ULENGTH
The ULENGTH function returns an integer value that is
equal to the number of UTF-8 or UTF-16 characters in a character data
item argument that contains UTF-8 or UTF-16 data.
The function type is integer.
- argument-1
- Must be of class
alphabetic, alphanumeric, or national
.
argument-1 must contain valid UTF-8 or UTF-16 encoded characters:
- If argument-1 is of class alphabetic or alphanumeric, it must contain valid UTF-8 data.
- If argument-1 is of class national, it must contain valid UTF-16 data.
The returned value is the number of
UTF-8 or UTF-16
characters in argument-1.
Example 1
If
argument-1 is a UTF-8
encoded item and
the UTF-8 argument contains composed characters,
the combining characters are counted individually in determining the
length. For example, when encoded in UTF-8, the Unicode character ä can
be x'C3A4' or x'61CC88'. With either of the UTF-8 characters as argument-1,
the returned values of the ULENGTH function are different.
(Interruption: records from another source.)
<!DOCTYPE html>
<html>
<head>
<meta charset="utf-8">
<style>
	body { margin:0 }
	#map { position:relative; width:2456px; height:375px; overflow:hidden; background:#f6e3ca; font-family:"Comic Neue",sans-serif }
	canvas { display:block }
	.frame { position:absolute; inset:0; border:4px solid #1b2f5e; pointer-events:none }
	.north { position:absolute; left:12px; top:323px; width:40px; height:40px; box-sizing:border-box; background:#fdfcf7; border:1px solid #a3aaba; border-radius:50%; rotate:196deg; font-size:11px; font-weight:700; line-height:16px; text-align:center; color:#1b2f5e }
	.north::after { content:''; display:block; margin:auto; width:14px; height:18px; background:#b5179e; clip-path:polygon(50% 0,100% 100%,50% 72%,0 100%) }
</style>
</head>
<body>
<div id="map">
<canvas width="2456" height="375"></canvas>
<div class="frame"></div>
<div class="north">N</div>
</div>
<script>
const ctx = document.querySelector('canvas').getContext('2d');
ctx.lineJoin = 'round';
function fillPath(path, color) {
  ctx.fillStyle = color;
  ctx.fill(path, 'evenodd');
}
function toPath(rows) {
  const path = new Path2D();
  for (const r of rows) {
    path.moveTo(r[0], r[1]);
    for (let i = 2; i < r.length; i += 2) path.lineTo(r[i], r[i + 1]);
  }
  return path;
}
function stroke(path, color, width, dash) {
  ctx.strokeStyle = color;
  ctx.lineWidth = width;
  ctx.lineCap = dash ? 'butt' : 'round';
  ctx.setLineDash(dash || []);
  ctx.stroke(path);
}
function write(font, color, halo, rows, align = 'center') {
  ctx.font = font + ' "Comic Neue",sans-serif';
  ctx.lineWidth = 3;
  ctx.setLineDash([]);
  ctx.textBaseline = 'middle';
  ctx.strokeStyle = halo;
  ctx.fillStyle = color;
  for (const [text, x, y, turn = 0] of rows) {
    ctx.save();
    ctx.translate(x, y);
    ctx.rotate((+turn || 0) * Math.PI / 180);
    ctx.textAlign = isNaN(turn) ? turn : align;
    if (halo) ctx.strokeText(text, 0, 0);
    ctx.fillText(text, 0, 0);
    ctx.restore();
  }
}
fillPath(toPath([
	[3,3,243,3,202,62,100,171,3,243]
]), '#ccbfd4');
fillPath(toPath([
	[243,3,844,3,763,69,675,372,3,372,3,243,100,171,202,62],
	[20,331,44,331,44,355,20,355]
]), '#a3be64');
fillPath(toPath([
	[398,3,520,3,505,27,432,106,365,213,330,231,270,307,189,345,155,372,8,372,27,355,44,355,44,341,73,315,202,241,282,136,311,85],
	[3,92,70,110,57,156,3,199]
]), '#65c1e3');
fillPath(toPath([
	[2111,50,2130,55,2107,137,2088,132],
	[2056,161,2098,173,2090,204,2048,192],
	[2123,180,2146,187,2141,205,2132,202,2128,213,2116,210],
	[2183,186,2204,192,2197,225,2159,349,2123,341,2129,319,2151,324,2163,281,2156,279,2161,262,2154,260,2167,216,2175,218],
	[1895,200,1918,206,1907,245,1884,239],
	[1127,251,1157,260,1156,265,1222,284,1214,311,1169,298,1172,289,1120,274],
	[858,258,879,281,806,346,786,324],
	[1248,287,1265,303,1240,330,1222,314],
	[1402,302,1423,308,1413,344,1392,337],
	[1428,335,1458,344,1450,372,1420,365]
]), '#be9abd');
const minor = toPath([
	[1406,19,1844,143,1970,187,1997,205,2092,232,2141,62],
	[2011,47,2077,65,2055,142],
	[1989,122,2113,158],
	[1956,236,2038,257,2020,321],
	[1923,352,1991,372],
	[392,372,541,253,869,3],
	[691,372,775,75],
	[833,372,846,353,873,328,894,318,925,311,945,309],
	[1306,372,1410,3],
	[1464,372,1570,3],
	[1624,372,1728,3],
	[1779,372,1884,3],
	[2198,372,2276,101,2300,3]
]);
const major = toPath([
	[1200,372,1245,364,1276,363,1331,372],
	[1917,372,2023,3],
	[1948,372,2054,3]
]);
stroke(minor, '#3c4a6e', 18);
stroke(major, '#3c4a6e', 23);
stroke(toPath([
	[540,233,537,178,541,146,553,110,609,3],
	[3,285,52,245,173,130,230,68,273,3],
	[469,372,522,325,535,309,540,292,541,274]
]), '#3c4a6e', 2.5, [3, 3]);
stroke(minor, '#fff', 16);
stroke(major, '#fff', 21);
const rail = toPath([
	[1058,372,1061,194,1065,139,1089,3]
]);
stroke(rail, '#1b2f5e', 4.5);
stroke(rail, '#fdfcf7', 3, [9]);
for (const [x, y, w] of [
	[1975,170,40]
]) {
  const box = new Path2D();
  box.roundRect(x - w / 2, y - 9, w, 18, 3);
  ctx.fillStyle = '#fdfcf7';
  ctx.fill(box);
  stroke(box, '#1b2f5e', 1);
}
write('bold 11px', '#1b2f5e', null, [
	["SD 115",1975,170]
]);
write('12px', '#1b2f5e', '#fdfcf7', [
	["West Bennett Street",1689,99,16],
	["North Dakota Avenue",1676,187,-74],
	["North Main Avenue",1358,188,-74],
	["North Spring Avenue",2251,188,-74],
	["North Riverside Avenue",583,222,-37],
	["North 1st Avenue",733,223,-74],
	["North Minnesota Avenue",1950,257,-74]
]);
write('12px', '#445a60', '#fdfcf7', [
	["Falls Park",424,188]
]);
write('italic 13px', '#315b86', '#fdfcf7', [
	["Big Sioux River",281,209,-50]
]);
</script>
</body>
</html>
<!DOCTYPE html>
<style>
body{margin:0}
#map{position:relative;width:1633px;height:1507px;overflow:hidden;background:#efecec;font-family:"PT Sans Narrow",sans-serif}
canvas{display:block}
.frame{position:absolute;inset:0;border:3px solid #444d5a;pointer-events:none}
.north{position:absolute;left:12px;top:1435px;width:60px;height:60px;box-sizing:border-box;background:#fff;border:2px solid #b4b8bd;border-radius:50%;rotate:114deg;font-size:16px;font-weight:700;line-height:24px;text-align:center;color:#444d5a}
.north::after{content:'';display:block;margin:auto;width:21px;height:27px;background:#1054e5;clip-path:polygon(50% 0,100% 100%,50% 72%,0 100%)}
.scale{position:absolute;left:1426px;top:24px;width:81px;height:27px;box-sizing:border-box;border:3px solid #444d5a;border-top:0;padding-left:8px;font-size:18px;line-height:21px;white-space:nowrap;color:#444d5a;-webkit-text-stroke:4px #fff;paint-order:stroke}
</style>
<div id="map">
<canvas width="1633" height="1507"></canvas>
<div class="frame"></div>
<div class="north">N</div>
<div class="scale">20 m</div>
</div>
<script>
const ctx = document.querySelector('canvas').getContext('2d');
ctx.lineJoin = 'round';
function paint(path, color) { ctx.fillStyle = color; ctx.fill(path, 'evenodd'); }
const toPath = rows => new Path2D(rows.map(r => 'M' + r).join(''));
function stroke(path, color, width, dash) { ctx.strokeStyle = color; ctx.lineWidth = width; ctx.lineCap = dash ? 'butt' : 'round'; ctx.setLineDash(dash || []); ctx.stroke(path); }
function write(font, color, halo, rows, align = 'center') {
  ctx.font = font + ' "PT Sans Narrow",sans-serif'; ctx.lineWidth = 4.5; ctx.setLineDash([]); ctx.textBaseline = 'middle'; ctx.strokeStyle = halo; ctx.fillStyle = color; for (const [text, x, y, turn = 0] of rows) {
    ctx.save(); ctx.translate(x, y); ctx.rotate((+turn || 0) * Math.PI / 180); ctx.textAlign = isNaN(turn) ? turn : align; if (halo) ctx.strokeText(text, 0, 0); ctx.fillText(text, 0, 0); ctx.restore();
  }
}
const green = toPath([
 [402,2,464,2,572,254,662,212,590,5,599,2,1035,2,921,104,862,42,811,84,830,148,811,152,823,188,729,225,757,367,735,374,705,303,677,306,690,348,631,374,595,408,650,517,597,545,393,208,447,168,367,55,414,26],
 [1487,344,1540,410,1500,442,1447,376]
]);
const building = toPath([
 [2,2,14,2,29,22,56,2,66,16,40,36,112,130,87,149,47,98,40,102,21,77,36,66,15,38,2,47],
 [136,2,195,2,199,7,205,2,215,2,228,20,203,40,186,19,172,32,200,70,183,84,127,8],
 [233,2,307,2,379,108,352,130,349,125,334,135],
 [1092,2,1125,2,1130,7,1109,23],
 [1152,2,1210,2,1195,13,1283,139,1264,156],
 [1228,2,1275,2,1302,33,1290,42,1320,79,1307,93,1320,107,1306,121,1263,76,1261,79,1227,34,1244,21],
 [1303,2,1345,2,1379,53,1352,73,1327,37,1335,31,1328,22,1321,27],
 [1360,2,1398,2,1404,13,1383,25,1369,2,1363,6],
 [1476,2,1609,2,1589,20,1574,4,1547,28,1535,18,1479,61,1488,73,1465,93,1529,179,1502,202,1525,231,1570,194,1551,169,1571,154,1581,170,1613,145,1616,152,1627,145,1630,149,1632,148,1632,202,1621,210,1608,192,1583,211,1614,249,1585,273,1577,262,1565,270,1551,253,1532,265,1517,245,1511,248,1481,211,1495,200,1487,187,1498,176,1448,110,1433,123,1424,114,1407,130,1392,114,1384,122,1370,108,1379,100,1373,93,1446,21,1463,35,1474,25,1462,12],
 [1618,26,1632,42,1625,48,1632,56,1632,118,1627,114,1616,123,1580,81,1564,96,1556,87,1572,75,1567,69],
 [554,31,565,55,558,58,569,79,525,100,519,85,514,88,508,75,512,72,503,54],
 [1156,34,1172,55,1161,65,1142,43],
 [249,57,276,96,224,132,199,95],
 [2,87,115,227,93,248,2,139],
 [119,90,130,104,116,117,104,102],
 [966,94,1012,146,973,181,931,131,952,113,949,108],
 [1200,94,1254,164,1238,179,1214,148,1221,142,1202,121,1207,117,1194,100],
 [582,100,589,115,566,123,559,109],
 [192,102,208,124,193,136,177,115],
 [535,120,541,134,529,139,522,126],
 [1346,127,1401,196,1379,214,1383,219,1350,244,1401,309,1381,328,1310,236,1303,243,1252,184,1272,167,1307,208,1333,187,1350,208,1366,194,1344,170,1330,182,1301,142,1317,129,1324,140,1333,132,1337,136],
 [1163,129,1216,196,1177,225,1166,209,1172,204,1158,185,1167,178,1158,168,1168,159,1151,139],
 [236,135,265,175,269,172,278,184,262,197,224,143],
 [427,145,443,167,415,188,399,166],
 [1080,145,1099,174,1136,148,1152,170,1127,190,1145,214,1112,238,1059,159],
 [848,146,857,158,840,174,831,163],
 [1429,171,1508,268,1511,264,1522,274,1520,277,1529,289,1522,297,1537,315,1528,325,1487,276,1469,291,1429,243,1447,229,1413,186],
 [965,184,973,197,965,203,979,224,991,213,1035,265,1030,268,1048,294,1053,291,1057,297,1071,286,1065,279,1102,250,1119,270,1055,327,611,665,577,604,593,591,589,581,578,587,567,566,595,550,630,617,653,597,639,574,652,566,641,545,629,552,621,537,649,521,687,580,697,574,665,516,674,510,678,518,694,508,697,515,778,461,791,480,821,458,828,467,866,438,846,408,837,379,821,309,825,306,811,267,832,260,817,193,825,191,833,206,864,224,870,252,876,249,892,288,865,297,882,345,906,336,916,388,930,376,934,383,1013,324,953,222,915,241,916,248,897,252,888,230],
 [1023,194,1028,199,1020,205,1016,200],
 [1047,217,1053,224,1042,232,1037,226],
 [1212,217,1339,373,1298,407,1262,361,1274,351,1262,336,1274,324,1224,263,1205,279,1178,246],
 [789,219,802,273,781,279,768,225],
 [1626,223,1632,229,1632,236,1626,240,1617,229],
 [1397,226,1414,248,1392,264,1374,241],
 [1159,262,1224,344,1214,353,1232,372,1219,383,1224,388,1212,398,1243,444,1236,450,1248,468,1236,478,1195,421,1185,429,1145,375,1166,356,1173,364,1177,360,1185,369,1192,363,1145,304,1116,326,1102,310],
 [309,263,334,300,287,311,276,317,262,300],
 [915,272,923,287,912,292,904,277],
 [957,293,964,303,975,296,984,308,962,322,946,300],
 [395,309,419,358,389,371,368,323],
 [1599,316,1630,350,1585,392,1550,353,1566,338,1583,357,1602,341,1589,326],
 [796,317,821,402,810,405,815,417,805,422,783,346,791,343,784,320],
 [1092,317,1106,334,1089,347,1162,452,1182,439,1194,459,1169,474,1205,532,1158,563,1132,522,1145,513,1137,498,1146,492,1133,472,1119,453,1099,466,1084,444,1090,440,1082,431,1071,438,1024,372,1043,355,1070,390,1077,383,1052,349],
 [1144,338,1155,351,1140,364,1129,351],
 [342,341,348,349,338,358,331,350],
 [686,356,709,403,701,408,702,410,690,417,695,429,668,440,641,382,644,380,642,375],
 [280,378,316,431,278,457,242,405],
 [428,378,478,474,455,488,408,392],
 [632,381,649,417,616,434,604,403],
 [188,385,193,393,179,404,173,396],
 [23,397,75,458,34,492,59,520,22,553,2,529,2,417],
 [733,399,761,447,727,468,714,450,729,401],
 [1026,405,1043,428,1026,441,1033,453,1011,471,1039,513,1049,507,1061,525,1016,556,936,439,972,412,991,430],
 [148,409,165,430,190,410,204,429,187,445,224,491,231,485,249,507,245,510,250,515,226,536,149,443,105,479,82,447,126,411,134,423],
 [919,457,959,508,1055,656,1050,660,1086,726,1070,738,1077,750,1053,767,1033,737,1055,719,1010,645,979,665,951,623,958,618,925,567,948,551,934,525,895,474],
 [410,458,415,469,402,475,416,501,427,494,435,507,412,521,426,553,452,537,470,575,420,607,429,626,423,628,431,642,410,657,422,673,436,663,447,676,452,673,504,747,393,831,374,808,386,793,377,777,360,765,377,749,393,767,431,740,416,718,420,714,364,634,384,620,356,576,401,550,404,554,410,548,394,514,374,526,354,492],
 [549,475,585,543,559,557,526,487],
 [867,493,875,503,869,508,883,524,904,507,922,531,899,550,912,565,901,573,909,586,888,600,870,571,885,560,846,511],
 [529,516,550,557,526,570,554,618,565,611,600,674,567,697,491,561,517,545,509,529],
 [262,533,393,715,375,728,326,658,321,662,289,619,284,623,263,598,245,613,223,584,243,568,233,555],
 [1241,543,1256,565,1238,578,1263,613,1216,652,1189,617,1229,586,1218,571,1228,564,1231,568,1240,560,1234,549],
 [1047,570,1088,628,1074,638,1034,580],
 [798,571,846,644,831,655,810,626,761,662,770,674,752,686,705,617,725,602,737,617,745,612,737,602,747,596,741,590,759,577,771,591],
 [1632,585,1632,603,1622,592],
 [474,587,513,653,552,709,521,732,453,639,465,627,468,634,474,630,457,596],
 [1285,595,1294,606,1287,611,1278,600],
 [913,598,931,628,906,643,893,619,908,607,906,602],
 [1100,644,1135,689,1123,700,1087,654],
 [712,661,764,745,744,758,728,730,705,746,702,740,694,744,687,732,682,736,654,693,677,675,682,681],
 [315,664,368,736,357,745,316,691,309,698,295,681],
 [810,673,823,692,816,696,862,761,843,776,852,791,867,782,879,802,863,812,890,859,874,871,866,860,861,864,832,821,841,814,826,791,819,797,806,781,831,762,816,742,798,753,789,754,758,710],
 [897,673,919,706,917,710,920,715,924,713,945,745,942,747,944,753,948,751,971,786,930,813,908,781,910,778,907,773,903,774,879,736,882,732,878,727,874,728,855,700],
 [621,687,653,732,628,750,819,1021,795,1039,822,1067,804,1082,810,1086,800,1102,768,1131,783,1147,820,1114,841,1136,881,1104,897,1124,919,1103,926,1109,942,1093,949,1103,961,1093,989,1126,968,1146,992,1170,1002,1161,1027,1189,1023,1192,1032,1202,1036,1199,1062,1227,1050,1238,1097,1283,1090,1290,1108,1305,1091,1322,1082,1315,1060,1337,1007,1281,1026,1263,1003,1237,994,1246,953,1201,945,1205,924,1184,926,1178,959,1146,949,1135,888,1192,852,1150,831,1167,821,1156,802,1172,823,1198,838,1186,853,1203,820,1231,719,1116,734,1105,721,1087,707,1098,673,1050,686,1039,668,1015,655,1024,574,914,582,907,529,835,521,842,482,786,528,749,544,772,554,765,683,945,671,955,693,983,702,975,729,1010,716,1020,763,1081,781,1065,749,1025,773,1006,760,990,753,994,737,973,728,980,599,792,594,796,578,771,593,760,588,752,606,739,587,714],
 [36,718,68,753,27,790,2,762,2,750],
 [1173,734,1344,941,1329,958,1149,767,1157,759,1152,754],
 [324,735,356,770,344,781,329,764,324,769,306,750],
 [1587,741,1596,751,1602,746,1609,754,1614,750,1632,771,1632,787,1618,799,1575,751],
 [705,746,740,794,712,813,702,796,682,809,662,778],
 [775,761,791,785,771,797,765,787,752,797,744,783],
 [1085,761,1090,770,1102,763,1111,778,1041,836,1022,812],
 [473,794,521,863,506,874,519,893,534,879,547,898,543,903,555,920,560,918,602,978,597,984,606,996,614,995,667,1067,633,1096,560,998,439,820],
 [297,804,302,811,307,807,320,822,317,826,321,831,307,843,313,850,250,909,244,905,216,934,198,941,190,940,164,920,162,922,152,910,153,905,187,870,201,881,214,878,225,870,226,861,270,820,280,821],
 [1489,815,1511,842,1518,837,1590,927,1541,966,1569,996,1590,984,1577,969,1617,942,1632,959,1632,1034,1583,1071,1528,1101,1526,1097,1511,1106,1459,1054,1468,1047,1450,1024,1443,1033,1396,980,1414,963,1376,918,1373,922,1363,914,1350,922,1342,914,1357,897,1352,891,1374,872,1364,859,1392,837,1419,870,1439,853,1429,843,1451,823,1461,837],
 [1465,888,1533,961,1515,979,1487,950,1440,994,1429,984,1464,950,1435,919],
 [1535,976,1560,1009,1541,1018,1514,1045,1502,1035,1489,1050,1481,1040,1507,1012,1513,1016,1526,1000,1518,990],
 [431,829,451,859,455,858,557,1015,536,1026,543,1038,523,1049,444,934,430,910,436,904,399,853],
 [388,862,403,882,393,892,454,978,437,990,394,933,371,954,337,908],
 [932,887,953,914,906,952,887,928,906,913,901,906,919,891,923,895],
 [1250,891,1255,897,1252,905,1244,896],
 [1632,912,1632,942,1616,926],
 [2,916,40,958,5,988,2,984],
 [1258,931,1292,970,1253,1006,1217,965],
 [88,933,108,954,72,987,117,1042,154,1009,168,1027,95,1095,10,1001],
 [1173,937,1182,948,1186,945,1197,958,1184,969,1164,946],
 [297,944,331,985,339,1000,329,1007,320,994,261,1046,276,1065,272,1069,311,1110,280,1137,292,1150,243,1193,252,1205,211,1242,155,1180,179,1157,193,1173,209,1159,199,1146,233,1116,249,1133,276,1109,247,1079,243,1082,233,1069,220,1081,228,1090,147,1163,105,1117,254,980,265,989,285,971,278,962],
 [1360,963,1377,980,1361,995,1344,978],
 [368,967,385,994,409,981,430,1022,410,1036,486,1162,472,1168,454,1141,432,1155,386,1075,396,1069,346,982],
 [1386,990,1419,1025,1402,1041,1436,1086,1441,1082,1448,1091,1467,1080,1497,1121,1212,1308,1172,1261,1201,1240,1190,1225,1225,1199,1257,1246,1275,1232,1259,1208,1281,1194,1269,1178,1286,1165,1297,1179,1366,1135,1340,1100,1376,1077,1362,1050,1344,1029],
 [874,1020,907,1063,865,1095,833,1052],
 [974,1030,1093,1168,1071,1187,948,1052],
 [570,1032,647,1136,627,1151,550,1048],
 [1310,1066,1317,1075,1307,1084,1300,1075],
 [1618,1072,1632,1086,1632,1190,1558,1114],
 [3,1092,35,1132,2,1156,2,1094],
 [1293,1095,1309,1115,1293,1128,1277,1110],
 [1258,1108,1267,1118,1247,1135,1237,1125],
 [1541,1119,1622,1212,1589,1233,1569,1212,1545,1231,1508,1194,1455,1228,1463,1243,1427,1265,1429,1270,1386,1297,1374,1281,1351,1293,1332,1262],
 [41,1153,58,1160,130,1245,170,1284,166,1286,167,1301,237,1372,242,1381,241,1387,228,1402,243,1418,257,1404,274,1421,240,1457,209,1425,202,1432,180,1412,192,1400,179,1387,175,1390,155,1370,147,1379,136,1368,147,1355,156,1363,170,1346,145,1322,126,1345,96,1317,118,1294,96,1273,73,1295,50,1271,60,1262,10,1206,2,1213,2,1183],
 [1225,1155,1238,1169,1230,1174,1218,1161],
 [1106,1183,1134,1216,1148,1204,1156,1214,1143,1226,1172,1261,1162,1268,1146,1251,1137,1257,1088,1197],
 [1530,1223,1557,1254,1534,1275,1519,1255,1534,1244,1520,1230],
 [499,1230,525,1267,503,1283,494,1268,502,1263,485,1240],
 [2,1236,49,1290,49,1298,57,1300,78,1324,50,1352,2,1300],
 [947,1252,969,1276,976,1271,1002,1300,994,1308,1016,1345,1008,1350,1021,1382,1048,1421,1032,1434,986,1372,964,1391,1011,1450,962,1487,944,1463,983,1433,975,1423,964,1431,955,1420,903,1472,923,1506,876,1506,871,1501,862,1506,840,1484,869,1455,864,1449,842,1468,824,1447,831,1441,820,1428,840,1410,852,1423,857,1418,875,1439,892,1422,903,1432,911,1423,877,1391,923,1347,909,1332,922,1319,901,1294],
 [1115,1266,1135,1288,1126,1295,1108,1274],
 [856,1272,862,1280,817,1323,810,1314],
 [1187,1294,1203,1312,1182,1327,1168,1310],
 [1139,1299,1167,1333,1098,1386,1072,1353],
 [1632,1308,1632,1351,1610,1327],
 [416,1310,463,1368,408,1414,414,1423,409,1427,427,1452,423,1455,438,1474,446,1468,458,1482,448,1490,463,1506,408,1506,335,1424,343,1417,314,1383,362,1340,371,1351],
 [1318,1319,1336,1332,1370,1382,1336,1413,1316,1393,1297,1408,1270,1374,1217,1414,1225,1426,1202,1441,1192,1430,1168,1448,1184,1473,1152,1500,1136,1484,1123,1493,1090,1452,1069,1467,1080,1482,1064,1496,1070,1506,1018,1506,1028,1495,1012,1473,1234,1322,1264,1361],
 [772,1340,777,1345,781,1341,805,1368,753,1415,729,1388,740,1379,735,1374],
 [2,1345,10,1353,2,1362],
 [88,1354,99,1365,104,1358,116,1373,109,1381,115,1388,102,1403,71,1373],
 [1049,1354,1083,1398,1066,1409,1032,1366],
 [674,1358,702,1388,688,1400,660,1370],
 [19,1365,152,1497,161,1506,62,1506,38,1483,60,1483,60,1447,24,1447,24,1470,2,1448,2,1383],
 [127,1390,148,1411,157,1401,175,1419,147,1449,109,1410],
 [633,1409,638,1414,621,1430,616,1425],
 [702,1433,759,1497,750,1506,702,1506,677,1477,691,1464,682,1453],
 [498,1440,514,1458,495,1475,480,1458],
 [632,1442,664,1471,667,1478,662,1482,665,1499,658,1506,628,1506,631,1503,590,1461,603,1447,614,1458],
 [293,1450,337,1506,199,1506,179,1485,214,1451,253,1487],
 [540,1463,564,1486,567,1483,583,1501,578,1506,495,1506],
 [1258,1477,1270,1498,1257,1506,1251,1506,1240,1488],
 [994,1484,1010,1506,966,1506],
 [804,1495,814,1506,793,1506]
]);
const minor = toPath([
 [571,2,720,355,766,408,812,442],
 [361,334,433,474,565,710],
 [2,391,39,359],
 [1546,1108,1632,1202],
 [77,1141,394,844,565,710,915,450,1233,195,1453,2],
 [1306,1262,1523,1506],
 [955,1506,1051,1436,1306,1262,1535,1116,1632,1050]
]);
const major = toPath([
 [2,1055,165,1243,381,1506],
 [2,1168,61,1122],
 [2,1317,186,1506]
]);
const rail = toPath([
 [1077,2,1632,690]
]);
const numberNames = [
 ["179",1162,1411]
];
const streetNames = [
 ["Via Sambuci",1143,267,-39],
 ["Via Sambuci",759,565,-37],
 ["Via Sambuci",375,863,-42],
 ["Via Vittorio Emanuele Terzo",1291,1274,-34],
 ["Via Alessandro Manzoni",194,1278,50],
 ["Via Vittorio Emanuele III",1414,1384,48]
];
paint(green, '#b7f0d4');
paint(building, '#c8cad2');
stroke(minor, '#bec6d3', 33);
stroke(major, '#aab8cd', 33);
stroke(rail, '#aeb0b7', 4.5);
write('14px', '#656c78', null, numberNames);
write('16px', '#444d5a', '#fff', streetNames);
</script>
See the
following table for details.


Character | Unicode encoding | UTF-8 encoding | Returned value of the ULENGTH function |
---|---|---|---|
ä | U+00E4
(precomposed form,
latin small letter a with diaeresis) |
x'C3A4' | 1 |
U+0061 + U+0308
(canonical decomposition,
latin small letter a + combining diaeresis) |
x'61CC88' | 2 |

Example 2
If argument-1 is a national data item that contains UTF-16 data and argument-1 contains surrogate pairs, each pair of low and high surrogates will be counted as one UTF-16 character. For example, if B is a national item that contains the UTF-16 value x'005400F6006200750072D858DC6B0073' ('Töber𦁫s'), the returned value from ULENGTH(B) will be 7. Character 𦁫 = X'D858DC6B' is counted as one UTF-16 character.